Pour faire face aux risques sociaux et politiques, quelles sont les solutions que peuvent adopter les entreprises étrangères pour assurer la protection de leurs collaborateurs, biens et actifs ? Plusieurs éléments doivent être pris en compte. Tout d’abord, il est essentiel de structurer son organisation interne, avec la mise en place d’un plan de sûreté opérationnel. Ce document permet de gérer l’ensemble des risques de sûreté pouvant impacter les sites et collaborateurs à l’étranger, par le biais de procédures d’anticipation (organisation de crise, PCA, diagnostic des lieux, etc.) et d’évacuation, basées sur une analyse de risque personnalisée. Afin de réduire les risques pouvant impacter les collaborateurs, il est également nécessaire d’informer les expatriés des risques possibles (analyses de risques, fiches pays, etc.) et de les former aux comportements permettant de les prévenir et d’y répondre.

 

Ces démarches doivent reposer sur la mise en place d’une veille quotidienne, afin de distinguer les signaux faibles et tendances, et donc d’adopter des mesures adaptées. En effet, il revient à l’employeur d’assurer la sécurité de ses employés, et de protéger donc de manière appropriée leur lieu de travail. Les mesures adoptées devront régulièrement être réévaluées en fonction de l’évolution du risque. Iremos peut vous accompagner pour mettre en place l’ensemble de ces éléments.

 

[1] La guerre de 1983 à 2009 opposa la minorité séparatiste tamoule du Nord et de l’Est aux forces gouvernementales.

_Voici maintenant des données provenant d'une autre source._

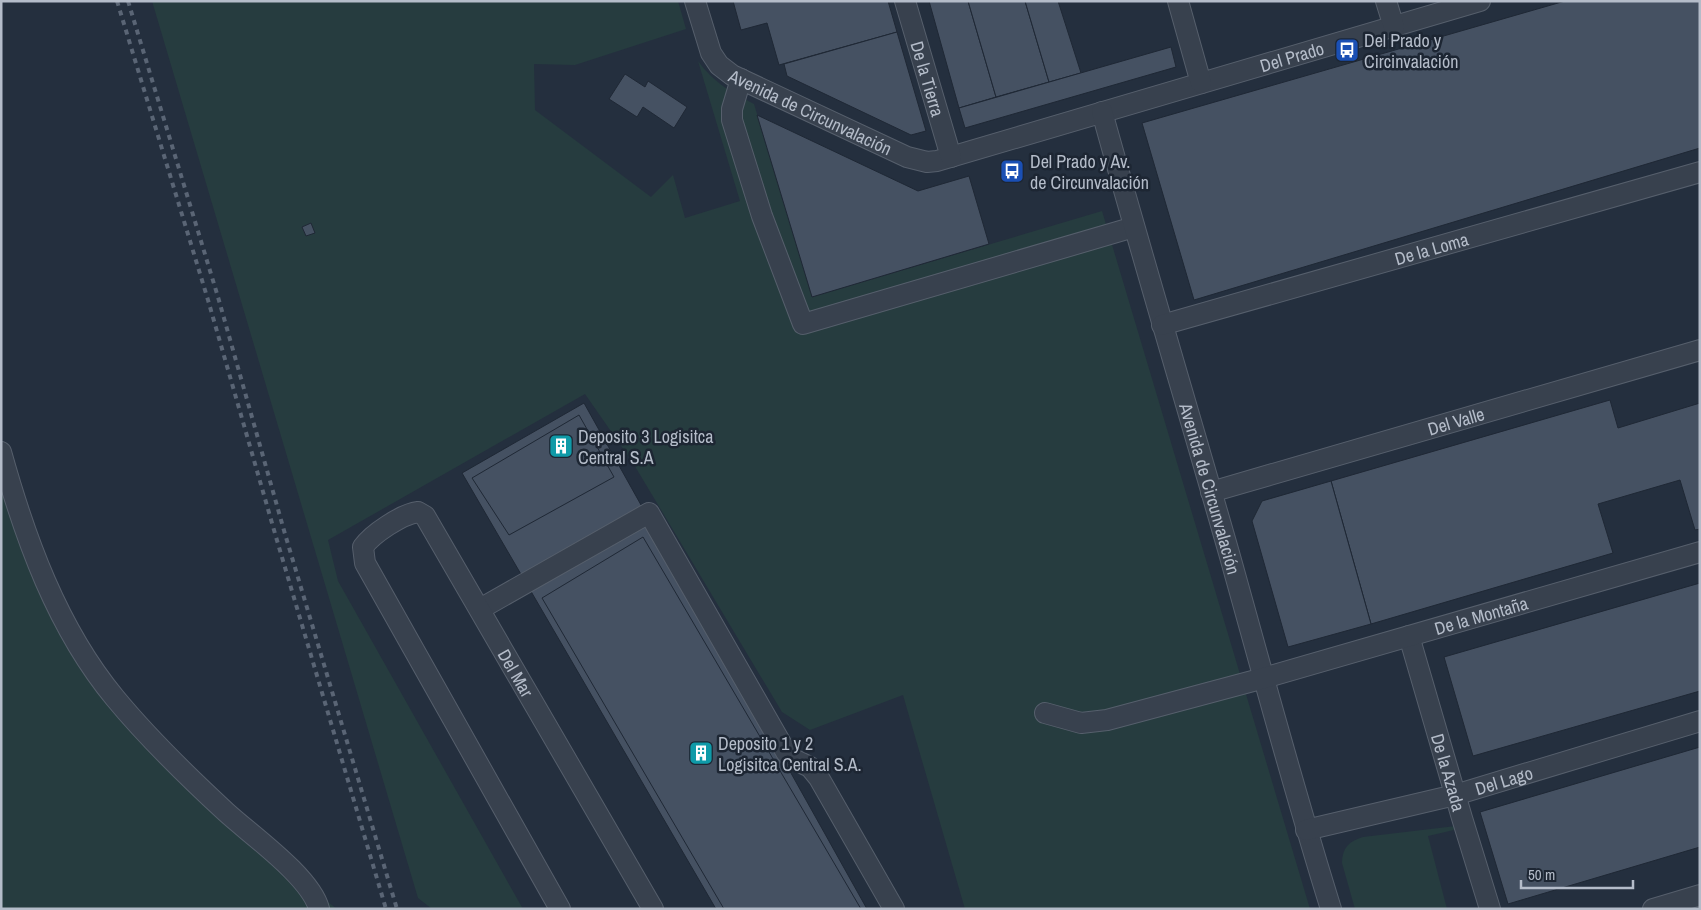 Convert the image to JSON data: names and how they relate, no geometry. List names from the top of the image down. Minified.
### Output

[2] Celle-ci a fortement augmenté en 2017, grâce aux prêts accordés par la Chine pour financer des projets d'infrastructure.

[3] 85% des besoins en médicaments et équipements médicaux du Sri Lanka sont importés de l’étranger.

[4] Parmi lesquels Mahinda Rajapaksan, alors Premier ministre.

[5] Ce mouvement se voulait une réponse à la domination de la majorité de langue cingalaise qui identifiait l’intérêt national à la défense du bouddhisme.